Case v - Cholecystitis
The gallbladder is distended. There is gallbladder edema and and pericholecystic stranding. The findings indicate acute cholecystitis.
In this case the gall bladder is distended. It is ovoid on all slices. It does not flop over onto itself. It looks like there is some internal pressure. There is edema which is seen as low attenuation fluid in the wall peripheral to the thin, enhancing mucosa. There is an extensive amount of stranding in the fat surrounding the gall bladder (1, 2, 3). This is best seen on a coronal image where there is stranding around the gall bladder neck and fundus. There is even slight duodenal wall thickening, which is not unexpected given the adjacent inflammation. In this instance there is no peri-hepatic hyperemia.

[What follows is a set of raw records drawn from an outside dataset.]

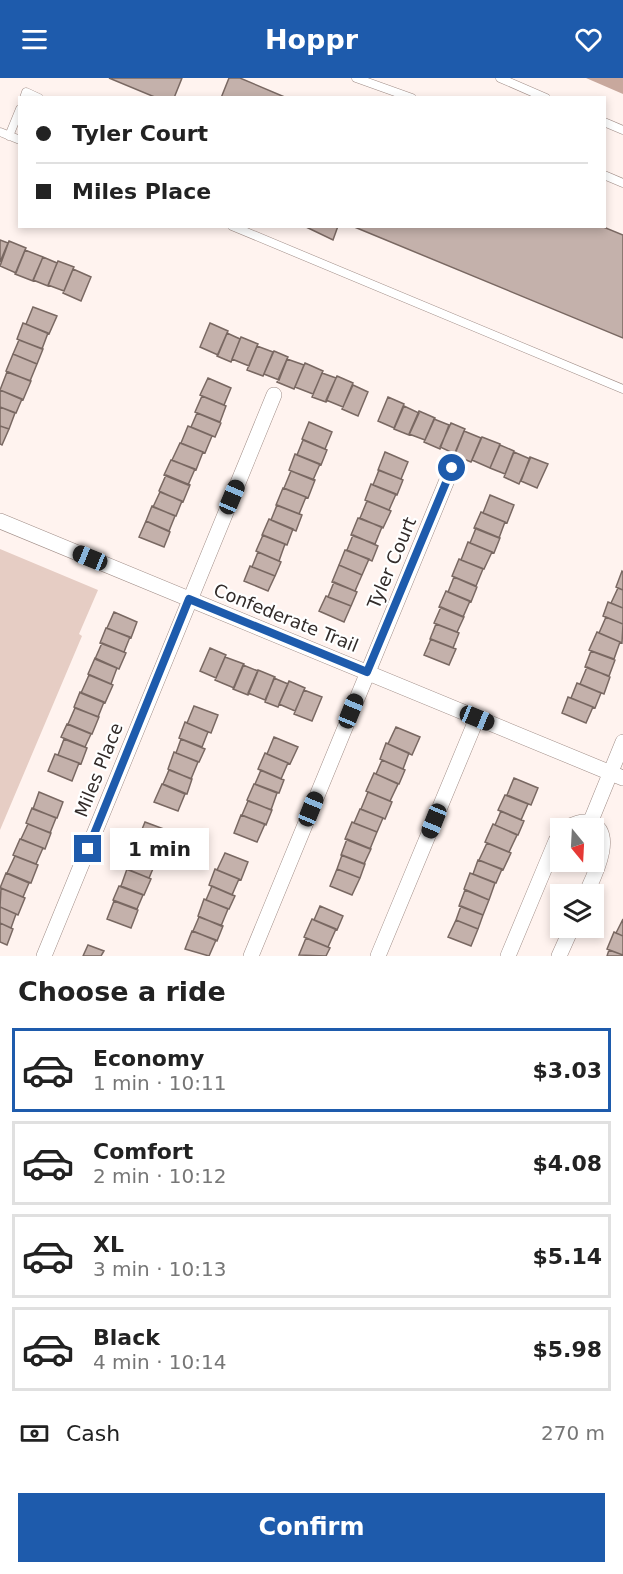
<!DOCTYPE html>
<meta charset="utf-8">
<style>
body{margin:0;font-family:"DejaVu Sans",sans-serif;background:#f6f6f6;color:#222;height:100vh;display:flex;flex-direction:column;font-size:22px;white-space:nowrap}
*{box-sizing:border-box;margin:0}
p{font-size:20px;color:#767676}
.icon{flex:none;width:33px;height:33px;fill:none;stroke:currentColor;stroke-width:2;stroke-linecap:round;stroke-linejoin:round}
.map{position:relative;height:878px;overflow:hidden}
.drawer{display:flex;flex-direction:column;background:#fff;flex:1}
.drawer>*{flex:none}
.banner{position:absolute;left:18px;top:18px;width:588px;height:132px;border-radius:0px;box-shadow:0 3px 9px #0003;display:grid;align-content:center;height:132px;padding:0 18px;background:#fff}
.needle{width:39px;rotate:162deg}
.tools{position:absolute;left:550px;top:740px;display:grid;gap:12px}
.tools a{display:grid;place-items:center;width:54px;height:54px;border-radius:0px;background:#fff;box-shadow:0 3px 9px #0003;font-size:30px}
.end{position:absolute;width:27px;height:27px;margin:-14px;border:8px solid #1e5bac;background:#fff;box-shadow:0 0 0 3px #fff}
.from{border-radius:50%}
.bubble{position:absolute;height:42px;border-radius:0px;background:#fff;box-shadow:0 3px 9px #0003;font-size:20px;font-weight:800;line-height:42px;text-align:center}
.car{position:absolute;width:18px;height:36px;margin:-18px -9px;border-radius:8px;box-shadow:0 0 4px 2px #0007;background:linear-gradient(#222 24%,#8ab4d8 0 40%,#222 0 76%,#8ab4d8 0 86%,#222 0)}
.banner b{display:flex;align-items:center;gap:21px;height:57px;font-size:22px}
.banner b+b{border-top:2px solid #e0e0e0}
.banner i{width:15px;height:15px;background:#222}
ul{padding:0;list-style:none}
li{display:flex;align-items:center;gap:18px;height:84px;margin:0 12px 9px;padding:0 6px;border:3px solid #e0e0e0;border-radius:0px}
li div{flex:1}
li b{display:block;font-size:22px}
li em{font-style:normal;font-weight:800}
li.on{border-color:#1e5bac}
li>.icon{width:54px;height:54px;stroke-width:1.5}
h2{padding:0 18px;font-size:27px;line-height:72px}
.pay{display:flex;align-items:center;gap:15px;height:66px;padding:0 18px;font-size:22px}
.pay p{margin-inline-start:auto}
.primary-button{display:flex;gap:12px;margin-top:auto;padding:12px 18px}
.primary-button a{flex:1;height:69px;border-radius:0px;background:#1e5bac;color:#fff;font-size:24px;font-weight:800;line-height:69px;text-align:center}
header{display:flex;justify-content:space-between;align-items:center;height:78px;padding:0 18px;background:#1e5bac;color:#fff;font-size:27px;font-weight:800}
.map>svg:first-child{display:block}
.green{fill:#e6cdc4}
.forest{fill:#c8a89d}
.building{fill:#c4b1ab;stroke:#796862;stroke-width:1.5}
.lines{fill:none;stroke-linecap:round;stroke-linejoin:round}
.service-casing{stroke:#a08d87;stroke-width:9}
.minor-casing{stroke:#a08d87;stroke-width:16}
.service{stroke:#fff;stroke-width:8}
.minor{stroke:#fff;stroke-width:15}
.route{stroke:#1e5bac;stroke-width:8}
.labels{text-anchor:middle;stroke-width:4.5;stroke-linejoin:round;paint-order:stroke}
.street-label{font-size:18px;fill:#322b29;stroke:#fff}
</style>
<header><svg class="icon" aria-label="menu" viewBox="0 0 24 24"><path d="M4 6h16M4 12h16M4 18h16"/></svg>Hoppr<svg class="icon" aria-label="heart" viewBox="0 0 24 24"><path d="M12 20l-8-8c-3-5 5-10 8-4 3-6 11-1 8 4z"/></svg></header>
<div class="map">
<svg width="623" height="878" viewBox="0 0 623 878">
<rect width="100%" height="100%" fill="#fff3ef"/>
<path class="green" d="M0,471L98,512L79,556L82,558L0,752Z"/>
<path class="forest" d="M586,0H623V16Z"/>
<path class="building" d="M109,0H182L174,20H157Z
M229,0H240L287,20H221Z
M304,148H338L333,162Z
M352,148H601L623,157V260Z
M0,162L8,165L0,184Z
M9,163L26,170L16,195L0,188Z
M25,172L43,179L33,203L15,196Z
M43,179L57,185L48,208L33,202Z
M58,183L74,189L64,213L48,207Z
M73,191L91,199L81,223L63,215Z
M33,229L57,238L49,256L26,246Z
M23,245L48,255L42,271L17,261Z
M210,245L228,253L218,277L200,269Z
M227,255L240,261L231,284L217,278Z
M241,259L258,266L249,288L232,281Z
M19,262L43,271L37,286L13,276Z
M257,268L273,274L263,298L247,292Z
M274,273L288,279L279,302L264,296Z
M13,276L37,286L30,303L6,293Z
M287,281L304,287L294,311L277,304Z
M305,285L323,293L313,316L295,309Z
M7,294L31,303L23,322L0,312Z
M322,295L336,300L326,324L312,319Z
M337,298L353,305L343,329L326,322Z
M208,300L231,310L224,327L200,317Z
M353,307L368,314L358,338L342,331Z
M0,312L22,321L16,335L0,329Z
M202,318L226,328L220,344L195,334Z
M388,319L404,326L394,350L378,343Z
M404,328L419,335L409,357L394,351Z
M0,329L15,335L9,351L0,348Z
M419,333L435,340L425,362L409,356Z
M197,335L221,345L215,359L191,349Z
M434,341L449,347L440,371L424,364Z
M309,344L332,354L325,371L302,361Z
M451,345L465,351L455,376L440,369Z
M0,348L9,351L2,367L0,366Z
M188,348L212,358L205,375L181,365Z
M464,353L481,360L471,384L454,377Z
M482,359L500,366L490,390L472,382Z
M303,362L327,372L321,387L297,377Z
M180,365L203,374L196,392L172,382Z
M500,367L514,373L505,396L490,390Z
M385,374L408,384L401,401L378,392Z
M514,374L530,381L519,406L504,399Z
M295,376L320,386L313,402L289,392Z
M530,379L548,386L537,410L521,403Z
M171,382L195,391L188,407L164,397Z
M379,392L403,402L397,417L373,407Z
M291,393L315,402L308,420L284,410Z
M166,397L190,407L183,424L159,413Z
M371,406L396,416L389,432L365,422Z
M283,410L306,419L299,436L276,427Z
M160,414L182,423L176,438L153,429Z
M490,417L514,427L507,445L483,435Z
M367,423L391,433L383,450L360,440Z
M277,427L302,437L296,453L271,442Z
M152,428L175,438L169,453L146,443Z
M481,434L505,444L499,460L474,450Z
M358,440L382,449L375,466L351,457Z
M269,441L293,451L287,467L262,457Z
M146,443L170,454L164,469L139,459Z
M476,450L500,460L494,475L470,465Z
M263,457L285,466L279,483L256,473Z
M353,457L378,468L372,483L347,472Z
M468,464L492,474L484,491L461,482Z
M345,472L369,481L362,497L339,487Z
M258,474L281,484L275,498L252,489Z
M459,481L483,491L476,508L452,498Z
M339,487L362,497L355,513L332,504Z
M250,488L275,498L268,513L244,503Z
M622,493L623,494V512L616,509Z
M454,499L477,509L471,524L448,514Z
M334,504L357,514L351,528L328,519Z
M618,510L623,512V530L611,525Z
M446,513L470,523L463,539L439,529Z
M326,518L351,528L344,544L319,533Z
M608,524L623,530V546L603,538Z
M441,529L464,539L457,554L434,545Z
M114,534L137,544L131,560L107,550Z
M606,539L623,546L622,565L599,555Z
M436,546L459,555L453,570L430,561Z
M106,550L130,559L124,574L100,565Z
M597,554L620,564L614,581L589,572Z
M431,561L456,571L449,587L424,577Z
M102,565L126,575L119,591L95,581Z
M210,570L226,577L216,600L200,593Z
M591,573L615,582L609,598L585,589Z
M225,579L244,586L234,610L215,602Z
M95,580L117,590L111,606L88,596Z
M243,587L258,593L248,617L233,611Z
M587,589L610,599L604,616L580,606Z
M258,592L275,599L265,622L248,615Z
M89,597L113,607L105,625L81,615Z
M274,600L288,606L278,629L265,624Z
M289,603L305,610L295,633L279,626Z
M577,605L601,615L595,630L571,620Z
M304,612L322,619L312,643L294,636Z
M80,614L104,624L98,639L74,629Z
M568,619L593,629L586,645L562,635Z
M194,628L218,637L211,655L187,645Z
M75,630L99,639L92,656L68,646Z
M185,644L208,654L202,669L179,660Z
M67,646L91,656L85,669L61,659Z
M396,649L420,659L412,677L388,666Z
M274,659L298,669L290,686L267,676Z
M64,661L87,670L81,686L58,677Z
M181,661L205,671L199,684L176,675Z
M386,665L409,675L403,691L380,681Z
M174,674L198,684L191,701L168,691Z
M265,675L288,685L281,701L258,691Z
M55,676L79,685L72,703L48,693Z
M382,682L405,692L399,706L376,696Z
M169,692L192,701L187,716L163,706Z
M261,692L284,702L279,715L255,706Z
M374,695L398,706L390,723L366,713Z
M514,700L538,710L531,727L507,717Z
M162,706L185,716L178,733L154,724Z
M254,706L277,715L271,732L247,722Z
M39,714L63,724L57,740L33,731Z
M368,714L392,724L385,741L361,731Z
M505,717L528,726L521,742L498,732Z
M248,723L272,732L266,747L242,737Z
M32,730L56,740L50,755L26,745Z
M360,731L383,740L377,754L354,745Z
M501,733L524,743L518,757L495,747Z
M241,737L265,746L257,764L234,755Z
M145,744L169,753L162,771L138,761Z
M352,744L377,754L370,771L345,761Z
M28,746L51,755L45,771L21,761Z
M493,746L517,757L509,774L485,764Z
M20,761L43,770L36,786L13,777Z
M347,761L371,771L364,786L341,777Z
M141,762L164,772L158,787L134,778Z
M487,765L511,775L503,792L479,782Z
M225,775L248,784L241,802L217,792Z
M131,777L155,786L149,800L126,791Z
M342,777L365,786L360,800L337,791Z
M15,778L38,787L31,805L7,795Z
M478,782L502,791L496,805L473,796Z
M127,791L151,801L144,817L121,808Z
M215,791L239,801L232,817L209,807Z
M337,791L360,800L352,817L330,808Z
M6,795L29,805L23,819L0,810Z
M470,795L495,805L489,822L464,811Z
M119,808L143,817L137,831L113,822Z
M212,808L235,818L229,831L206,822Z
M1,810L25,820L18,837L0,829Z
M465,812L489,822L483,837L459,828Z
M204,821L228,831L221,848L198,838Z
M114,823L138,832L131,850L107,841Z
M320,828L343,838L337,852L314,842Z
M461,828L483,837L478,851L456,842Z
M0,829L16,836L11,850L0,845Z
M199,839L223,848L217,863L193,853Z
M312,841L336,851L328,869L304,859Z
M623,841V858L616,855Z
M456,842L478,851L471,868L448,859Z
M0,845L13,851L7,867L0,864Z
M192,853L216,862L209,878L185,871Z
M614,854L623,858V877L607,871Z
M306,860L330,870L326,878L299,877Z
M88,867L104,873L101,878H83Z
M609,872L623,877V878H607Z"/>
<g class="lines">
<g class="service-casing">
<path id="service" d="M356,0L412,20
M500,0L546,20
M24,20L26,14L39,20
M604,44L623,52
M0,54L20,62
M9,58L20,31
M604,97L623,105
M232,148L623,311"/>
</g>
<g class="minor-casing">
<path id="minor" d="M0,443L623,700
M590,745L623,664
M567,750C573,746 583,742 590,745C617,755 593,800 586,816
M44,878L274,317
M251,878L452,390
M378,878L477,640
M508,878L556,763L561,756
M559,878L572,849"/>
</g>
<use href="#service" class="service"/>
<use href="#minor" class="minor"/>
</g>
<g class="lines">
<path class="route" d="M88,771L189,521L367,594L452,390"/>
</g>
<g class="labels">
<g class="street-label">
<text transform="translate(392 485) rotate(-67)" y="6">Tyler Court</text>
<text transform="translate(286 540) rotate(22)" y="6">Confederate Trail</text>
<text transform="translate(99 692) rotate(-68)" y="6">Miles Place</text>
</g>
</g>
</svg>
<div class="tools">
<a><svg class="needle" viewBox="-14 -14 28 28"><path d="M0-13l5 13h-10z" fill="#e53935"/><path d="M0 13l5-13h-10z" fill="#767676"/></svg></a>
<a><svg class="icon" aria-label="layers" viewBox="0 0 24 24"><path d="M12 4l9 5-9 5-9-5zM3 14l9 5 9-5"/></svg></a>
</div>
<i class="end from" style="left:452px;top:390px"></i>
<i class="end" style="left:88px;top:771px"></i>
<div class="bubble" style="left:110px;top:750px;width:99px">1 min</div>
<i class="car" style="left:232px;top:419px;rotate:23deg"></i>
<i class="car" style="left:90px;top:480px;rotate:292deg"></i>
<i class="car" style="left:351px;top:633px;rotate:22deg"></i>
<i class="car" style="left:477px;top:640px;rotate:112deg"></i>
<i class="car" style="left:311px;top:731px;rotate:22deg"></i>
<i class="car" style="left:434px;top:743px;rotate:202deg"></i>
<div class="banner">
<b><i class="from"></i>Tyler Court</b>
<b><i></i>Miles Place</b>
</div>
</div>
<section class="drawer">
<h2>Choose a ride</h2>
<ul>
<li class="on"><svg class="icon" aria-label="car" viewBox="0 0 24 24"><path d="M5 17H2v-5l4-1 3-4h7l3 4 3 1v5h-3M9 17h6M6 11h13"/><circle cx="7" cy="17" r="2"/><circle cx="17" cy="17" r="2"/></svg><div><b>Economy</b><p>1 min · 10:11</p></div><em>$3.03</em></li>
<li><svg class="icon" aria-label="car" viewBox="0 0 24 24"><path d="M5 17H2v-5l4-1 3-4h7l3 4 3 1v5h-3M9 17h6M6 11h13"/><circle cx="7" cy="17" r="2"/><circle cx="17" cy="17" r="2"/></svg><div><b>Comfort</b><p>2 min · 10:12</p></div><em>$4.08</em></li>
<li><svg class="icon" aria-label="car" viewBox="0 0 24 24"><path d="M5 17H2v-5l4-1 3-4h7l3 4 3 1v5h-3M9 17h6M6 11h13"/><circle cx="7" cy="17" r="2"/><circle cx="17" cy="17" r="2"/></svg><div><b>XL</b><p>3 min · 10:13</p></div><em>$5.14</em></li>
<li><svg class="icon" aria-label="car" viewBox="0 0 24 24"><path d="M5 17H2v-5l4-1 3-4h7l3 4 3 1v5h-3M9 17h6M6 11h13"/><circle cx="7" cy="17" r="2"/><circle cx="17" cy="17" r="2"/></svg><div><b>Black</b><p>4 min · 10:14</p></div><em>$5.98</em></li>
</ul>
<div class="pay"><svg class="icon" aria-label="cash" viewBox="0 0 24 24"><path d="M3 7h18v10H3z"/><circle cx="12" cy="12" r="2"/></svg>Cash<p>270 m</p></div>
<div class="primary-button"><a>Confirm</a></div>
</section>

Each of these findings are, individually, non-specific for cholecystitis. Gall bladder distension can be seen with fasting or in patients on TPN. Gall bladder edema can be seen with cirrhosis, congestive heart failure, hepatitis, and low protein states. The pericholecystic stranding is more specific for cholecystitis but can be seen in pancreatitis, colitis (in the adjacent hepatic flexure), duodenitis, or trauma. The combination of findings, and the fact that the stranding is centered about the gall bladder, indicate cholecystitis. This was confirmed at surgery.
There is also some peri-hepatic fluid which is of uncertain significance. It likely is secondary to the inflammation surrounding the gall bladder and I do not believe its presence is significant. Did you find the normal, air filled appendix?